Situationship: A ‘situationship’ denotes a sexual or romantic grey area of a relationship, which does not feature the commitment, boundaries or exclusivity of a traditional monogamous relationship.

Relationship anarchy: Referring to an approach to relationships that applies the political concept of anarchy to affairs of the heart, ‘relationship anarchy’ involves rejecting any expectations beyond those agreed upon by each individual party in a relationship.

Monogamish: A compromise between monogamy and CNM, a ‘monogamish’ relationship is primarily monogamous, but may allow for agreed-upon flirting with other individuals, as well as certain scenarios where sex with individuals outside the primary relationship is allowed. 

Radical monogamy: There are actually multiple types of monogamy, one of which is ‘radical monogamy’: when monogamy has been actively chosen as a relationship style rather than, as is the case with ‘reflexive monogamy’, assumed as the default relationship style.

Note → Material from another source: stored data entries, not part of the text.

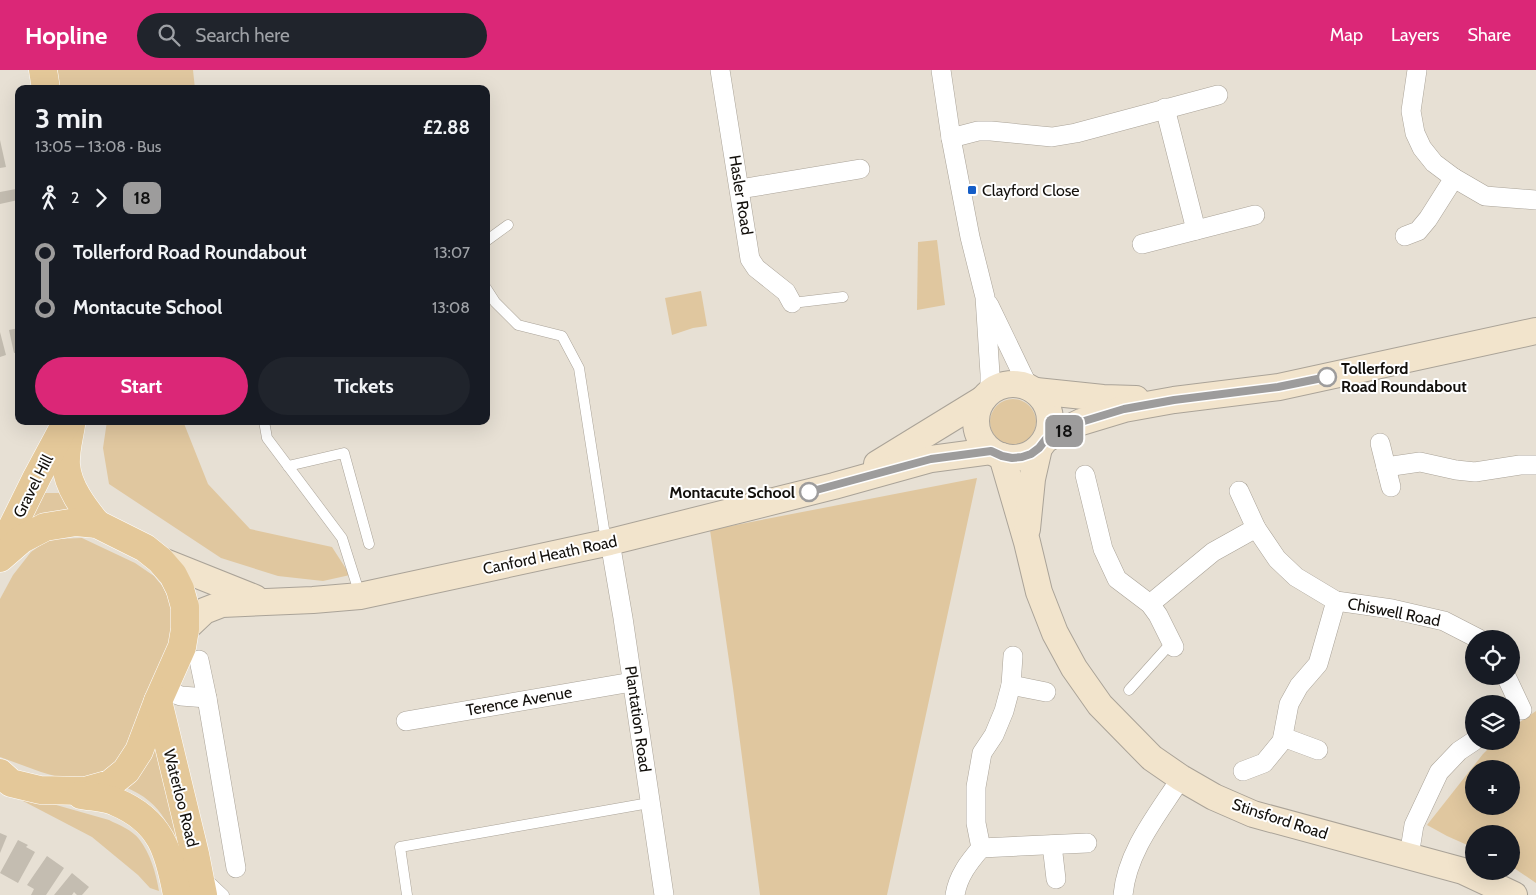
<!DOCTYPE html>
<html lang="en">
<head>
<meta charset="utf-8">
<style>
	:root { --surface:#171b24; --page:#20242c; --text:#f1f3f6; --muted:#9ea1a6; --accent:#db2777 }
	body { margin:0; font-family:Cabin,sans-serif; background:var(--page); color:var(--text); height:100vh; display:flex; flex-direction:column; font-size:19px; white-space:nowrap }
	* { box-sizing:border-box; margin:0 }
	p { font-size:16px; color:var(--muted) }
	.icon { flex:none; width:28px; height:28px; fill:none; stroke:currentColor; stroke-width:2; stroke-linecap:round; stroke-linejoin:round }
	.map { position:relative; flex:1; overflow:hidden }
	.side { position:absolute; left:15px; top:15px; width:475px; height:340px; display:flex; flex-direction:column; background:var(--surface); border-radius:10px; box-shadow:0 5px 20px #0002 }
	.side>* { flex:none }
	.badge { padding:0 10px; border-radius:8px; font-size:18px; line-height:32px }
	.controls { position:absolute; left:1465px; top:560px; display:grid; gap:10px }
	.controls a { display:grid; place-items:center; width:55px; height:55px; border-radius:50%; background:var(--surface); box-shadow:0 5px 20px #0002; font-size:25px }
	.map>.badge { position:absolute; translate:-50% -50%; box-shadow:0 0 0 2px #fff }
	.legs { display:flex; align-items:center; gap:8px; height:55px; padding:0 20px; font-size:16px }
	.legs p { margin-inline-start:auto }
	.overview { display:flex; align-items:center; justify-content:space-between; height:85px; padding:0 20px }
	h1 { font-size:28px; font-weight:700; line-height:38px }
	.primary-button { display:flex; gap:10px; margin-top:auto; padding:10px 20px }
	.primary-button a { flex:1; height:58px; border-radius:30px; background:var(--accent); color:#fff; font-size:20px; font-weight:700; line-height:58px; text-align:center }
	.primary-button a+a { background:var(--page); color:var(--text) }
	ul { padding:0 20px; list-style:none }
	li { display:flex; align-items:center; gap:18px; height:55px; font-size:19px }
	li i { display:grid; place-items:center; width:8px; height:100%; margin:0 6px; background:currentColor }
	li i::after { content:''; width:12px; height:12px; margin:-6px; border:4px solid; border-radius:50%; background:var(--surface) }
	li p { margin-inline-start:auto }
	li:first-child i { background:linear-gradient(#0000 50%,currentColor 0) }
	li:last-child i { background:linear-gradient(currentColor 50%,#0000 0) }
	header { display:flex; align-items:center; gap:30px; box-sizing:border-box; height:70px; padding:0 25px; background:var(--accent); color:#fff }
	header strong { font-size:24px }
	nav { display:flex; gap:28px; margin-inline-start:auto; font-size:18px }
	.search { width:350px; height:45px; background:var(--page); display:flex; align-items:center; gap:12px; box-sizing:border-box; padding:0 18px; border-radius:28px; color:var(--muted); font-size:19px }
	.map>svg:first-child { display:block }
</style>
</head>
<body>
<header>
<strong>Hopline</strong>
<div class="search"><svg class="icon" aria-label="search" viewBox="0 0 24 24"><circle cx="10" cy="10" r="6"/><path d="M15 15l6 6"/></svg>Search here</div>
<nav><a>Map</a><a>Layers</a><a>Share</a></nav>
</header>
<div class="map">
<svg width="1536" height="825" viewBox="0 0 1536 825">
	<rect width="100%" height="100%" fill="#e7e0d4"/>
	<g fill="#e0c79f" fill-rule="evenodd">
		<polygon points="57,0 193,0 195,19 60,19"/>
		<polygon points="937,170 945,235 917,240 918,172"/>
		<polygon points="701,221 707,256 693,258 672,265 665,228"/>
		<circle cx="1013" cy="352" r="23"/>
		<polygon points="107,351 183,351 208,414 250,459 332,477 350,505 323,511 278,506 221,488 109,414 103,378"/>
		<polygon points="977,408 887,825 760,825 733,618 710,460"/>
		<polygon points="43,423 63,423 74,442 27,452"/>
		<polygon points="82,468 135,493 154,506 163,517 170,532 174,555 168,579 133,670 106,705 68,710 41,702 0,687 0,529 13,505 31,482 45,472 56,469"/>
		<path d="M 1536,641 L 1536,813 L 1511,796 L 1511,764 L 1474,764 L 1474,778 L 1447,766 L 1427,755 L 1483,684 L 1496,671 L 1511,671 L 1511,658 ZM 1474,699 L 1511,699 L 1511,736 L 1474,736 Z"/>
		<path d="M 156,676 L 195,825 C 184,795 174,751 149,731 C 142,725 134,721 125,717 L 151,688 Z"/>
		<path d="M 0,719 L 109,750 C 119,755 132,760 139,769 C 150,783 156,803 159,821 L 150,818 L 138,805 L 92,767 Z"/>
	</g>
	<g fill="#c4bdb1">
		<polygon points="0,70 6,97 0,98"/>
		<polygon points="16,119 18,130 0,134 0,122"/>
		<polygon points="19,258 19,282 14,283 9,260"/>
		<polygon points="0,262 6,285 0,287"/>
		<polygon points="0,763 7,766 0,783"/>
		<polygon points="18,770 28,775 26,777 35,782 18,813 0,803"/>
		<polygon points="47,786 64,798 46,825 31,825 34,819 27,815"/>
		<polygon points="72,803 89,817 82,825 77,825 74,822 72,825 54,825"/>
	</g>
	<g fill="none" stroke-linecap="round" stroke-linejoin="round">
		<defs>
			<g id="lane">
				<polyline points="486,171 508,155"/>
				<polyline points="486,218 495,232 518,255 562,266 579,298 604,459 609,471"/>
				<polyline points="792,233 843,227"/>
				<polyline points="264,351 267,368 342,468 360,525"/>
				<polyline points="288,396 344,383 369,474"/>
				<polyline points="1129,620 1172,572"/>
				<polyline points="206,808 224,825"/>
				<polyline points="407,825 400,777 649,733"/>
			</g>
			<g id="street">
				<polyline points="720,0 750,189 756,198 786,222 792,233"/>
				<polyline points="941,0 951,68 970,167 985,227 990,304 990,322"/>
				<polyline points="1417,0 1411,41 1415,63 1422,78 1434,93 1454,108 1485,126 1536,130"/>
				<polyline points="1165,38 1196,160"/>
				<polyline points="951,68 978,61 991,61 1052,67 1076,63 1218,25"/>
				<polyline points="740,119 860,99"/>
				<polyline points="1405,166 1418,161 1428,149 1454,108"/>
				<polyline points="1142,174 1255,145"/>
				<polyline points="989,235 1028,316"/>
				<polyline points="1380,373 1391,417"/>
				<polyline points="1386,397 1420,392 1456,400 1475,402 1520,395 1536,395"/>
				<polyline points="1085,405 1103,479 1117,509 1150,534 1158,545 1174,577"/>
				<polyline points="1239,421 1256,458 1277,489 1296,507 1336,531 1392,539 1444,551 1479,569"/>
				<polyline points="610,472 623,548 664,825"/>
				<polyline points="1150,534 1213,482 1256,458"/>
				<polyline points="199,590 207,628 236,798"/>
				<polyline points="1506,606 1522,640"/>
				<polyline points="1011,615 1046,622"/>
				<polyline points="164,620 181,626 207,628"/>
				<polyline points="406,651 632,612"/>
				<polyline points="1283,667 1318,680"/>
				<polyline points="1243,701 1264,693 1282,671 1289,634 1299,616 1318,594 1336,531"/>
				<polyline points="1052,775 1056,809"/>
				<polyline points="981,778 1087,773"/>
				<polyline points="1409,786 1414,755 1439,702 1459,681 1474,671"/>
				<path d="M 955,825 C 958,806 969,792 981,778 L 976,753 L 976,717 L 982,683 L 994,665 L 1004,641 L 1011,615 L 1013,586"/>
				<path d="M 1123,825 C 1127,781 1158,744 1181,708"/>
			</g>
			<g id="secondary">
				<circle cx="1013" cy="351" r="37"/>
				<polyline points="1036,321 1103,328 1136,329"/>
				<polyline points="1046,369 1081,352 1124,339 1174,330 1279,317 1536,261"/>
				<polyline points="1002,386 1027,472 1039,522 1055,563 1074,598 1100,635 1152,688 1181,708 1214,727 1253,744 1463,801 1514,825"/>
				<polyline points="877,394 983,329"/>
				<polyline points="1027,459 1032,409 1039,378"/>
				<polyline points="160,490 255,528"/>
				<polyline points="185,559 204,541 222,534 313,530 360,526 610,472 834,416 931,389 991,381"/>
			</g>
			<g id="primary">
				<polyline points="43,0 46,19"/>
				<path d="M 71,355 C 69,368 65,382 66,395 C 68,417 83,437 97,454"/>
				<polyline points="0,482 37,407 67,351"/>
				<polyline points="0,488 22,469 45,457 76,452 97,454 145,478 160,490 173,505 180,519 185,537 185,559 182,577 158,631 139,681 126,701 110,714 85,721 40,720 11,713 0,703"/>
				<polyline points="158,631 195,784 203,825"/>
				<path d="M 81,725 C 92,727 106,727 116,732 C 161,751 169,781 177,825"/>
			</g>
		</defs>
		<use href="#lane" stroke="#aaa398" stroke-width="11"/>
		<use href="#street" stroke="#aaa398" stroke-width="20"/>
		<use href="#secondary" stroke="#aaa398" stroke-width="28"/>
		<use href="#primary" stroke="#fff" stroke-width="29"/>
		<use href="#lane" stroke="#fff" stroke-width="10"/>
		<use href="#street" stroke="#fff" stroke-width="19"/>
		<use href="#secondary" stroke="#f2e4cc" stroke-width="26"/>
		<use href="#primary" stroke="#e4c899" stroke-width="28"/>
	</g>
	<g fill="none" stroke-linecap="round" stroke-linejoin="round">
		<defs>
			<polyline id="line-1" points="809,422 931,389 991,381 1002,386 1012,388 1022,387 1031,384 1039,378 1046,369 1081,352 1124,339 1174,330 1278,317 1327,307"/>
		</defs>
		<use href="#line-1" stroke="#fff" stroke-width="11"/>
		<use href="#line-1" stroke="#9d9c9c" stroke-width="8"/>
	</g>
	<rect fill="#145dc7" stroke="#fff" stroke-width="2" x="967" y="115" width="10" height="10" rx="2.5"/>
	<g fill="#fff" stroke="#9d9c9c" stroke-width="2.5">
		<circle cx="1327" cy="307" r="9"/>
		<circle cx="809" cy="422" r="9"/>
	</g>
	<g text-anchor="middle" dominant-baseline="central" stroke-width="4" stroke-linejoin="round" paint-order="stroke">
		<g font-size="16" fill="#13100c" stroke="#fff" text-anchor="start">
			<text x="982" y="120">Clayford Close</text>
		</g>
		<g font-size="16" fill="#13100c" stroke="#fff">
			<text transform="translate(741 125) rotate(81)">Hasler Road</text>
			<text transform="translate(33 416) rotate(-63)">Gravel Hill</text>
			<text transform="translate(550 485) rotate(-12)">Canford Heath Road</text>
			<text transform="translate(1394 542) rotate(11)">Chiswell Road</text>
			<text transform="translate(519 631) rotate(-10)">Terence Avenue</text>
			<text transform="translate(638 649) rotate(82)">Plantation Road</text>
			<text transform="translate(181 728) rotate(76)">Waterloo Road</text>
			<text transform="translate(1280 749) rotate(18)">Stinsford Road</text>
		</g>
		<g font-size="16" font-weight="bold" fill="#13100c" stroke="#fff" text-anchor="start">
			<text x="1341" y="298">Tollerford<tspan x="1341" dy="18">Road Roundabout</tspan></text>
			<text x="795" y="422" text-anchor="end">Montacute School</text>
		</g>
	</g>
</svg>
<div class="controls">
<a><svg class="icon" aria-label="locate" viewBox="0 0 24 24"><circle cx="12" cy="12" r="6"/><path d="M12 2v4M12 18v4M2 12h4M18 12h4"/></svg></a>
<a><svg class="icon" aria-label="layers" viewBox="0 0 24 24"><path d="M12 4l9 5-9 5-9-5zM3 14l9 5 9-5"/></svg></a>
<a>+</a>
<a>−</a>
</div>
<b class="badge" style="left:1064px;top:361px;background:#9d9c9c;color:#111">18</b>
<section class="side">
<div class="overview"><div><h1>3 min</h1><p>13:05 – 13:08 · Bus</p></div><b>£2.88</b></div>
<div class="legs"><svg class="icon" aria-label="walk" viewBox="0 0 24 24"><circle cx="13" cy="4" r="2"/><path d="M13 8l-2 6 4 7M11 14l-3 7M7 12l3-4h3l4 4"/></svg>2<svg class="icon" aria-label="forward" viewBox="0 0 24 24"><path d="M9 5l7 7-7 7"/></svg><b class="badge" style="background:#9d9c9c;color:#111">18</b></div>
<ul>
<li><i style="color:#9d9c9c"></i><b>Tollerford Road Roundabout</b><p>13:07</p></li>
<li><i style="color:#9d9c9c"></i><b>Montacute School</b><p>13:08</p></li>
</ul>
<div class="primary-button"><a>Start</a><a>Tickets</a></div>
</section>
</div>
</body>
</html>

Solo polyamory: While retaining the focus on having multiple relationships that is seen in polyamory, ‘solo polyamory’ is a way of approaching relationships that prioritises an individual’s independence and where an individual will typically not have a primary or anchor partner that they will intertwine their life with or share their finances or home with. 

Swinging: A form of sexual non-monogamy where the individuals in a couple may recreationally engage with individuals outside of the main relationship for sex. This is typically done in sex clubs or sex parties or in the form of threesomes, generally with both members of the couple present to some degree.